- **TASK DESCRIPTION**: Select from the records below every line that has the word "absolute" in it.

**** SUPPLIED MATERIAL ****

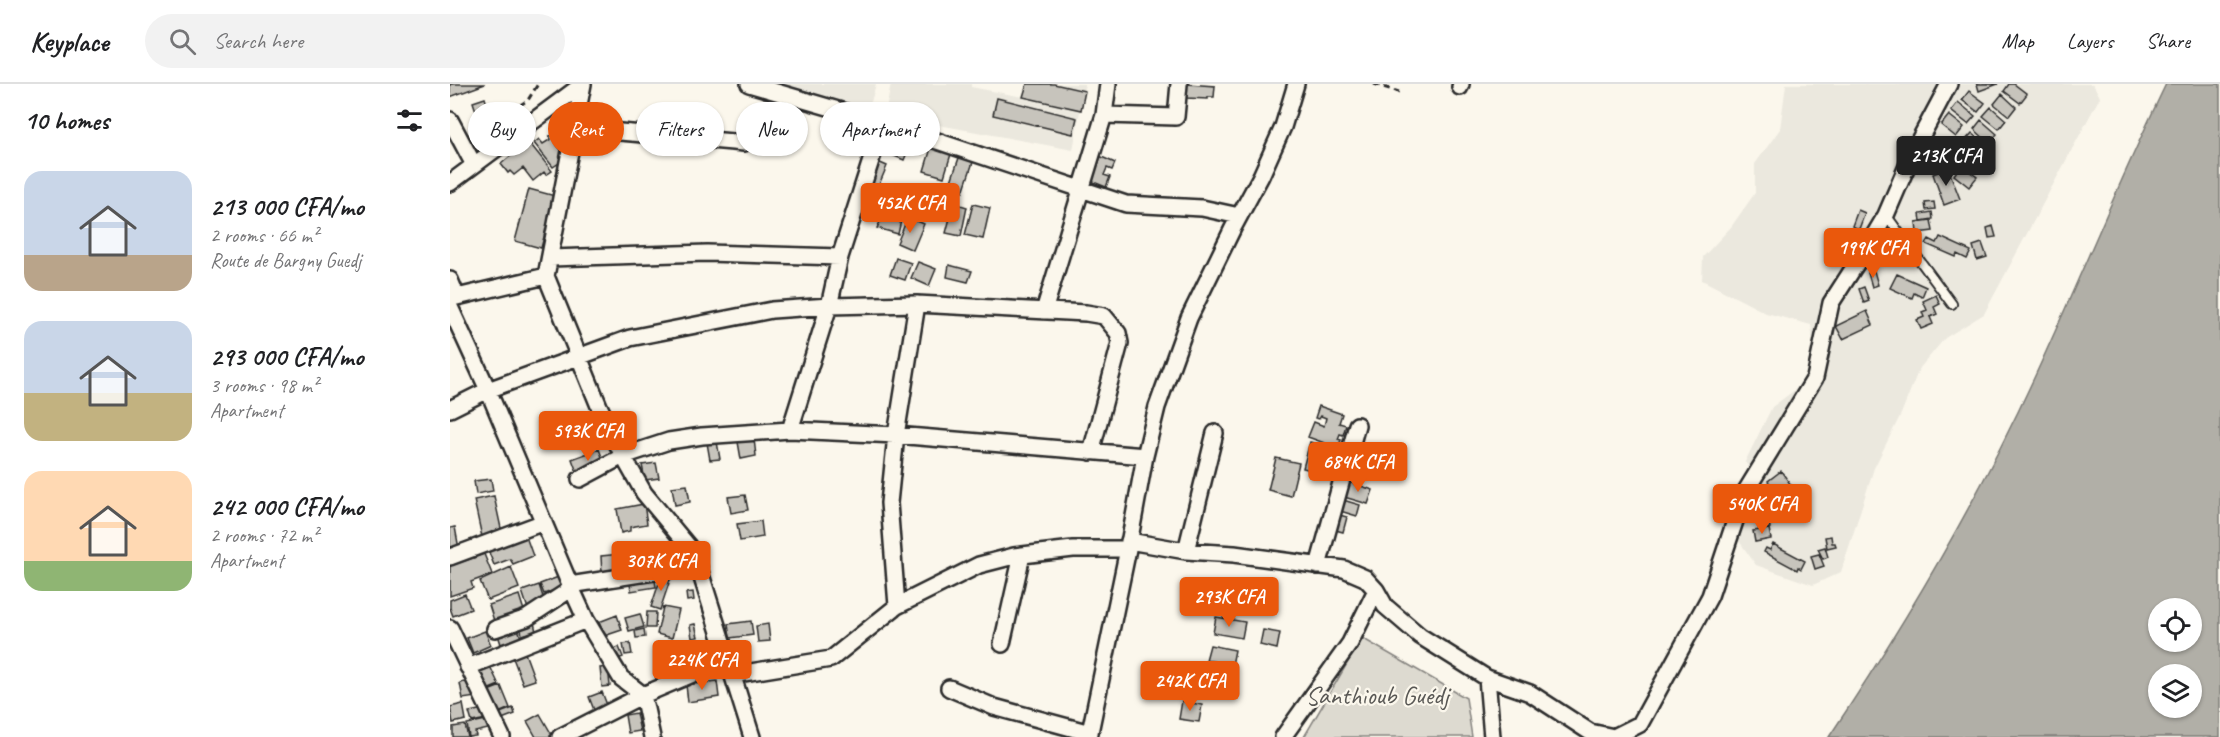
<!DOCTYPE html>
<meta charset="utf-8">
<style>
:root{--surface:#fff;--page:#f2f2f2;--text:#202124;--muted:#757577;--line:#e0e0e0;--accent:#ea580c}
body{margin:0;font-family:Caveat,sans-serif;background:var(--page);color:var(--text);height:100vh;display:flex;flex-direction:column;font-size:22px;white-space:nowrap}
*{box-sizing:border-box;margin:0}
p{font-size:20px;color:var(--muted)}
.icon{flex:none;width:33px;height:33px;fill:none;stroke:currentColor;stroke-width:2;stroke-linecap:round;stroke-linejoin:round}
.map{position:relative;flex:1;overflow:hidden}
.side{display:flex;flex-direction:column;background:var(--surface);width:450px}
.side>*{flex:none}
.hud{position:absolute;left:18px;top:18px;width:570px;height:54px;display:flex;gap:12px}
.controls{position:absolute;left:1698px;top:514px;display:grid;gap:12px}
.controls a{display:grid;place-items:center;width:54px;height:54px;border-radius:50%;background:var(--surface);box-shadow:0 2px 4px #0004;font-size:30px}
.price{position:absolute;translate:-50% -51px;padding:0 14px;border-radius:6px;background:var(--accent);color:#fff;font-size:20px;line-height:39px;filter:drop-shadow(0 2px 3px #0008)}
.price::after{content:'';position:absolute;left:50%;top:36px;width:18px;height:14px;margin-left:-9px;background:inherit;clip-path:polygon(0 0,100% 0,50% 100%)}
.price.current{background:#222;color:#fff}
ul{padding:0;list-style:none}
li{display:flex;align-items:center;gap:18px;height:150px;padding:0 24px}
li span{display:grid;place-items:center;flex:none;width:168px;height:120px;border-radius:18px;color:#555}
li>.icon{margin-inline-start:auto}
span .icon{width:72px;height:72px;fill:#fffc;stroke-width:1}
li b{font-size:26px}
h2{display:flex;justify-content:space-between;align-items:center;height:72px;padding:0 24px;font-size:26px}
.chip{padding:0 21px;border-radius:27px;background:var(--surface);box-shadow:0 2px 4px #0004;font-size:21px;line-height:54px}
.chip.current{background:var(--accent);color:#fff}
header{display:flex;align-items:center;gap:36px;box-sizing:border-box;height:84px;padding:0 30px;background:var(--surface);border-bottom:2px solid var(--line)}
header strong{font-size:28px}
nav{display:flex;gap:33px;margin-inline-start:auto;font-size:21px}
.search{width:420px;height:54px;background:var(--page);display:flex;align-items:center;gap:15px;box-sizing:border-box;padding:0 21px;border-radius:33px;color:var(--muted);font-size:22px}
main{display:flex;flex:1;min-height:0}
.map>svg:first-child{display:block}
.built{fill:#ebe8de}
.green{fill:#dddad0;stroke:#84827e;stroke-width:1.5}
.water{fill:#b1afa7;stroke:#7b7a75;stroke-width:1.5;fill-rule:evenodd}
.building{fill:#c7c4bc;stroke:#2b2b2b;stroke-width:1.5}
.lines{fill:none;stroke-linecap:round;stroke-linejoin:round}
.lane-casing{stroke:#2b2b2b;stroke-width:12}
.street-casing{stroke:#2b2b2b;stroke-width:20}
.path{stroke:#2b2b2b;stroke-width:3;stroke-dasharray:6 4.5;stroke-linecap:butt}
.lane{stroke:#fbf7ec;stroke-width:8}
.street{stroke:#fbf7ec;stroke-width:15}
.labels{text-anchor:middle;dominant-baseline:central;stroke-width:4.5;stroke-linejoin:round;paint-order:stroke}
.park-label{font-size:26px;fill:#585754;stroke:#fbf7ec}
</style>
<header>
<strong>Keyplace</strong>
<div class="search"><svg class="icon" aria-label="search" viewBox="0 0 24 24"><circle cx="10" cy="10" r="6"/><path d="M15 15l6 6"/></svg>Search here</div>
<nav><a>Map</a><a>Layers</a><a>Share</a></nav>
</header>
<main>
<section class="side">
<h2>10 homes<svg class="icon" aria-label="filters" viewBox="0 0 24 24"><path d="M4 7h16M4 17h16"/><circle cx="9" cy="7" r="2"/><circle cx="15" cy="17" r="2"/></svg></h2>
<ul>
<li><span style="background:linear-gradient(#c9d6e8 70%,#b9a48a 0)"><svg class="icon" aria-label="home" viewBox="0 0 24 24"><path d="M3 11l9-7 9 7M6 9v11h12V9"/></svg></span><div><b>213 000 CFA/mo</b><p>2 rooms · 66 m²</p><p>Route de Bargny Guedj</p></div></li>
<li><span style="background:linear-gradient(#c9d6e8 60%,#c2b280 0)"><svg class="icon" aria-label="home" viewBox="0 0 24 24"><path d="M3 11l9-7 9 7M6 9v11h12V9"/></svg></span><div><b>293 000 CFA/mo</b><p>3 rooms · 98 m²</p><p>Apartment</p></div></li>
<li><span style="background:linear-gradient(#ffd9b3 75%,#8fb573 0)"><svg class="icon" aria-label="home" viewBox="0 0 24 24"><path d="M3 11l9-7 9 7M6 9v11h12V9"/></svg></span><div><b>242 000 CFA/mo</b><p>2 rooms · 72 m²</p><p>Apartment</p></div></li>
</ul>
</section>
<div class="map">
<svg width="1770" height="653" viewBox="0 0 1770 653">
<rect width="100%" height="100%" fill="#fbf7ec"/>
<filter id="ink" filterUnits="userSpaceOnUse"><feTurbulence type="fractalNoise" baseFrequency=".0167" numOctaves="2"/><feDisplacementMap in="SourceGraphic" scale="12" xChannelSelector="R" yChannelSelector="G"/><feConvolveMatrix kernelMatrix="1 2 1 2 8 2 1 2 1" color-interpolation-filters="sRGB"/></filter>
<g filter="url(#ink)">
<path class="built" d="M 331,0 L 426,0 L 419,25 Z
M 441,0 L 521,0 L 521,3 L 573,13 L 576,0 L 635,0 L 623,66 L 435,31 Z
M 1336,0 L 1643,0 L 1650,13 L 1534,230 L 1495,254 L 1469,285 L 1451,330 L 1424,384 L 1391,488 L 1363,501 L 1306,481 L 1287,454 L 1308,396 L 1295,378 L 1322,323 L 1350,302 L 1365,277 L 1361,241 L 1316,229 L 1252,196 L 1253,173 L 1281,143 L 1305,109 L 1305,80 L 1330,45 Z"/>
<path class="green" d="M 912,554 L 1016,614 L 1022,653 L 854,653 Z"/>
<path class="water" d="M 1716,0 L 1770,0 L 1770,653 L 1379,653 C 1456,538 1526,420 1584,294 C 1629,197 1669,97 1716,0 ZM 1708,525 L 1742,525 L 1742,558 L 1708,558 ZM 1708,591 L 1742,591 L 1742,624 L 1708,624 Z"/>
<path class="building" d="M 0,0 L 35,0 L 0,13 Z
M 577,0 L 604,0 L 635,7 L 631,26 L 573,13 Z
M 737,0 L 765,2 L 764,13 L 758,13 L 758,15 L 736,14 Z
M 1527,0 L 1548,0 L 1529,7 Z
M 1559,0 L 1564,0 L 1577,10 L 1570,19 L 1554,7 Z
M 1519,7 L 1535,19 L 1528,28 L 1512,16 Z
M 1552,10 L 1566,23 L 1559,32 L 1544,20 Z
M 35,14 L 39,26 L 27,30 L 23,18 Z
M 547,14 L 627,34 L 623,50 L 543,31 Z
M 1508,18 L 1525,32 L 1518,40 L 1501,27 Z
M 1541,23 L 1556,36 L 1549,45 L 1533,32 Z
M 1499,31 L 1514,43 L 1506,53 L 1491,41 Z
M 1531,36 L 1547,50 L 1539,59 L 1524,45 Z
M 1522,49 L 1537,61 L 1529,71 L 1514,58 Z
M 105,51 L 113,59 L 112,62 L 109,59 L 107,61 L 112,67 L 109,79 L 103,83 L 84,59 L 89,55 L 93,60 L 101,55 L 99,52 Z
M 441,51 L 461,59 L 454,76 L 435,68 Z
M 78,57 L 102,87 L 96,91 L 94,88 L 83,97 L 73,84 L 64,91 L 60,87 L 58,89 L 51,80 Z
M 1512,60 L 1527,73 L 1519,83 L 1504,70 Z
M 481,64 L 501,70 L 494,93 L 474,87 Z
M 645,70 L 665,79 L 662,86 L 657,84 L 654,91 L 660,93 L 656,103 L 636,95 Z
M 510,71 L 524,75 L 513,108 L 499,103 Z
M 428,78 L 437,82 L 428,103 L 420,99 Z
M 1511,81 L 1527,93 L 1519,103 L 1504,91 Z
M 1498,84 L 1510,115 L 1494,121 L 1483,90 Z
M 472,101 L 489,105 L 485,120 L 469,116 Z
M 436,103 L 455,108 L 451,123 L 433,118 Z
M 79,105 L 105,112 L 91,164 L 65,157 Z
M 1484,118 L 1485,125 L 1476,126 L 1475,119 Z
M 504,119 L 517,123 L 511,152 L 496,149 Z
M 523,120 L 540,124 L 533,155 L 515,151 Z
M 1408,126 L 1415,129 L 1409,145 L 1402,142 Z
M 435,128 L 452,132 L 448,150 L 427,144 Z
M 1482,128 L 1483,135 L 1471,137 L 1470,130 Z
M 458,133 L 474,140 L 463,166 L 447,159 Z
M 1481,136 L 1483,147 L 1467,149 L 1466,138 Z
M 1543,142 L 1546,153 L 1539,154 L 1537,144 Z
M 1397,146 L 1406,148 L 1402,165 L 1393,163 Z
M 1490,153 L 1521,167 L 1517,175 L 1507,170 L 1506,173 L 1476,160 L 1479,155 L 1487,159 Z
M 1532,159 L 1537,173 L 1527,176 L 1523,162 Z
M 446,174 L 461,179 L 455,196 L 440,191 Z
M 468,178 L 486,185 L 479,202 L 461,194 Z
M 499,181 L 522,187 L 518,198 L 497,193 Z
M 1424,187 L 1428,201 L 1422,203 L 1418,189 Z
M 1447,190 L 1476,203 L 1472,213 L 1464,209 L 1462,214 L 1440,204 Z
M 1414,203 L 1419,217 L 1414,219 L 1409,205 Z
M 1486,211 L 1490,220 L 1484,223 L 1487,230 L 1480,233 L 1483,240 L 1471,245 L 1467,236 L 1474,233 L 1472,228 L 1477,226 L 1473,217 Z
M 1417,227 L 1423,241 L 1393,255 L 1386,242 Z
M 869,322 L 892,330 L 889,339 L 896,341 L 893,351 L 890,350 L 888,355 L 891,356 L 888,364 L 858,353 L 864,338 L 874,342 L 876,334 L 871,332 L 869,335 L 865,334 Z
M 304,355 L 306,372 L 291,375 L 288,358 Z
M 267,358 L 270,375 L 260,376 L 257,359 Z
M 860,358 L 884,364 L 882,372 L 873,370 L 871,375 L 881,377 L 878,390 L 853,384 Z
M 149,365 L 155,381 L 128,391 L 122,375 Z
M 907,370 L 920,374 L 912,396 L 900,392 Z
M 826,374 L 849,379 L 841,412 L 818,406 Z
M 206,379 L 209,394 L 195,396 L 192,381 Z
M 1331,387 L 1351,415 L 1339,425 L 1318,397 Z
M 41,395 L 43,407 L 26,410 L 24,397 Z
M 899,398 L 923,406 L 918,420 L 894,413 Z
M 237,401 L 240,418 L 225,421 L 222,403 Z
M 295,411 L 298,426 L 281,429 L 278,413 Z
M 44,412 L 52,449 L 32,453 L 24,416 Z
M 893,416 L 910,421 L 907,432 L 890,427 Z
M 194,420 L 197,440 L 180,443 L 180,447 L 171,449 L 167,425 Z
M 1324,426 L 1325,433 L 1314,435 L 1313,428 Z
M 878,428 L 897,433 L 893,448 L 874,443 Z
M 311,437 L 313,453 L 290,457 L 287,440 Z
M 1319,437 L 1320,444 L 1309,446 L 1308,439 Z
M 5,443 L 9,465 L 0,466 L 0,444 Z
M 1319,445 L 1321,455 L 1305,458 L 1303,447 Z
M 74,447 L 83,472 L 63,480 L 60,475 L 44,481 L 36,461 Z
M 1381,452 L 1382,459 L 1385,459 L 1386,462 L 1377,464 L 1375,453 Z
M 215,459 L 217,475 L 209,476 L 207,461 Z
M 1323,460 L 1355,477 L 1351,485 L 1348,483 L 1347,486 L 1314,468 L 1316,464 L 1320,466 Z
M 1375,463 L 1378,473 L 1373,475 L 1368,465 Z
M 204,466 L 206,476 L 181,480 L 179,470 Z
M 34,470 L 42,490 L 21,498 L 23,504 L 0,512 L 0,482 Z
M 171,470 L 172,491 L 152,492 L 151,472 Z
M 1369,470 L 1374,482 L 1365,485 L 1361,472 Z
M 61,483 L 69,504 L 38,516 L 30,497 Z
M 204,489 L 206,503 L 181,507 L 179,493 Z
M 212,490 L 221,493 L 210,526 L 201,523 Z
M 111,492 L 115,502 L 94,510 L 90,500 Z
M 89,501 L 94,516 L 90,517 L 91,521 L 78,525 L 72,507 Z
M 243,508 L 244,516 L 237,517 L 236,509 Z
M 15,510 L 21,525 L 3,532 L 0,524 L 0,516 Z
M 69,511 L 75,530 L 45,540 L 39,521 Z
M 213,523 L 229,526 L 222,554 L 207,550 Z
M 197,528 L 206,528 L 205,544 L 196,544 Z
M 190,530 L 194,543 L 179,547 L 175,534 Z
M 167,531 L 172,546 L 154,552 L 149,538 Z
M 766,533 L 795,538 L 792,554 L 763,549 Z
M 301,537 L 303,551 L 280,554 L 278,540 Z
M 84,538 L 86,548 L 72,551 L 70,541 Z
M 245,540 L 248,553 L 242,554 L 240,541 Z
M 318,540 L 320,557 L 308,558 L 306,542 Z
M 67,541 L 71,554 L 51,560 L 47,548 Z
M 194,545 L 195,553 L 186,554 L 185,547 Z
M 813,546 L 830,549 L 827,565 L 810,561 Z
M 35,547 L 41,561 L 23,569 L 17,554 Z
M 180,559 L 182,570 L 175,571 L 173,560 Z
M 760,561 L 785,566 L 782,581 L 756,576 Z
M 169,563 L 173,573 L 165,576 L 161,566 Z
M 222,563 L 223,594 L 206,595 L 205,564 Z
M 75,569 L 85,596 L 73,600 L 63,574 Z
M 39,580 L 49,601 L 37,606 L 28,585 Z
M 158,583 L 160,602 L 152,603 L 150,584 Z
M 23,596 L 26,613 L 13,615 L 10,599 Z
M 267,597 L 269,613 L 238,618 L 236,601 Z
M 51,602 L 60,624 L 46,630 L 38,607 Z
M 152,608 L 157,621 L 144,626 L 139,613 Z
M 732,617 L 752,621 L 749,638 L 729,635 Z
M 13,620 L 16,636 L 3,639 L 0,623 Z
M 63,624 L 65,630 L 52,635 L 50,629 Z
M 34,625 L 36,635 L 22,638 L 19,628 Z
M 186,629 L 190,647 L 178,649 L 175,631 Z
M 90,630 L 102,651 L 98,653 L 86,653 L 77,637 Z
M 36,636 L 38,645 L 25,648 L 26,652 L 19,653 L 17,640 Z
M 15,641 L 18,653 L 3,653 L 3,643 Z"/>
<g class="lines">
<g class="lane-casing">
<path id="lane" d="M 1436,131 L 1502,220"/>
</g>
<g class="street-casing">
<path id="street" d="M 133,0 L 96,192 L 149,322 L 173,372 L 194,409 L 238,462 L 248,481 L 302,653
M 299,0 L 433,39 L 676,120 L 752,124 L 789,132
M 1010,3 L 1011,0
M 654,31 L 726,33 L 729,0
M 0,36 L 24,81
M 125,44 L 294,59
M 0,99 L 133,0
M 100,174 L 257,169 L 390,173
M 0,196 L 7,213 L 96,192
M 0,223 L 38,306 L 120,501 L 136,536 L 171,594 L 193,611 L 202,653
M 594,227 L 654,31 L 658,0
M 0,325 L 38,306 L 180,254 L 322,226 L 379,222 L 467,220 L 636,229 L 654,232 L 668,249 L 670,259 L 641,368
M 340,346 L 379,222 L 390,173 L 433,39
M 130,395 L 173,372 L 219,357 L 252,352 L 340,346 L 446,351 L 695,372
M 679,457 L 736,467 L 784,470 L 894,485 L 915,494 L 926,506 L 935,522 L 970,552 L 1037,594 L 1080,609 L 1140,648 L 1164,653
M 736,467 L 765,349
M 0,473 L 94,438
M 868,482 L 907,341
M 120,501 L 248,481
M 447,522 L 439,419 L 446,351 L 467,220
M 0,544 L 52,653
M 45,545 L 77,534 L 121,505
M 552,560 L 572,471
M 18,583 L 136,536
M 282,591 L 381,575 L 447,522 L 529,481 L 564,472 L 623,465 L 678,465
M 1037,594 L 1042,653
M 499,604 L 544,623 L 640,649
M 110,653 L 193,611 L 278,575
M 639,653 L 678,465 L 695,372 L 707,323 L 739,234 L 783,144 L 811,92 L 833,43 L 846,0
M 833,653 L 900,559 L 926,506
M 1164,653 L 1190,640 L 1260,512 L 1294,410 L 1365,294 L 1381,219 L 1417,163 L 1436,131 L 1464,66 L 1499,0"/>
</g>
<path class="path" d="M 924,0 L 949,8
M 61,27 L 78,16 L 88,0"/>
<use href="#lane" class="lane"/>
<use href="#street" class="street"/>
</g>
</g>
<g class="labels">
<g class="park-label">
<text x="927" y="611">Santhioub Guédj</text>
</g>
</g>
</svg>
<div class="controls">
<a><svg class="icon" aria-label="locate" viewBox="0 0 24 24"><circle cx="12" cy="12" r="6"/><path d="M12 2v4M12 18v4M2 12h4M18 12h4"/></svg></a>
<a><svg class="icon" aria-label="layers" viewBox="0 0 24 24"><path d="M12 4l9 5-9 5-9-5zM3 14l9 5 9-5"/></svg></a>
</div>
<b class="price current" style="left:1496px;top:103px">213K CFA</b>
<b class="price" style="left:460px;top:150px">452K CFA</b>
<b class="price" style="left:1423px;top:195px">199K CFA</b>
<b class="price" style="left:138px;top:378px">593K CFA</b>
<b class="price" style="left:908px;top:409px">684K CFA</b>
<b class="price" style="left:1312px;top:451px">540K CFA</b>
<b class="price" style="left:211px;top:508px">307K CFA</b>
<b class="price" style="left:779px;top:544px">293K CFA</b>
<b class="price" style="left:252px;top:607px">224K CFA</b>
<b class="price" style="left:740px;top:628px">242K CFA</b>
<div class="hud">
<a class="chip">Buy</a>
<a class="chip current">Rent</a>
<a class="chip">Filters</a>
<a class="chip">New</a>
<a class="chip">Apartment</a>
</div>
</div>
</main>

****

- **SOLUTION**:
.hud{position:absolute;left:18px;top:18px;width:570px;height:54px;display:flex;gap:12px}
.controls{position:absolute;left:1698px;top:514px;display:grid;gap:12px}
.price{position:absolute;translate:-50% -51px;padding:0 14px;border-radius:6px;background:var(--accent);color:#fff;font-size:20px;line-height:39px;filter:drop-shadow(0 2px 3px #0008)}
.price::after{content:'';position:absolute;left:50%;top:36px;width:18px;height:14px;margin-left:-9px;background:inherit;clip-path:polygon(0 0,100% 0,50% 100%)}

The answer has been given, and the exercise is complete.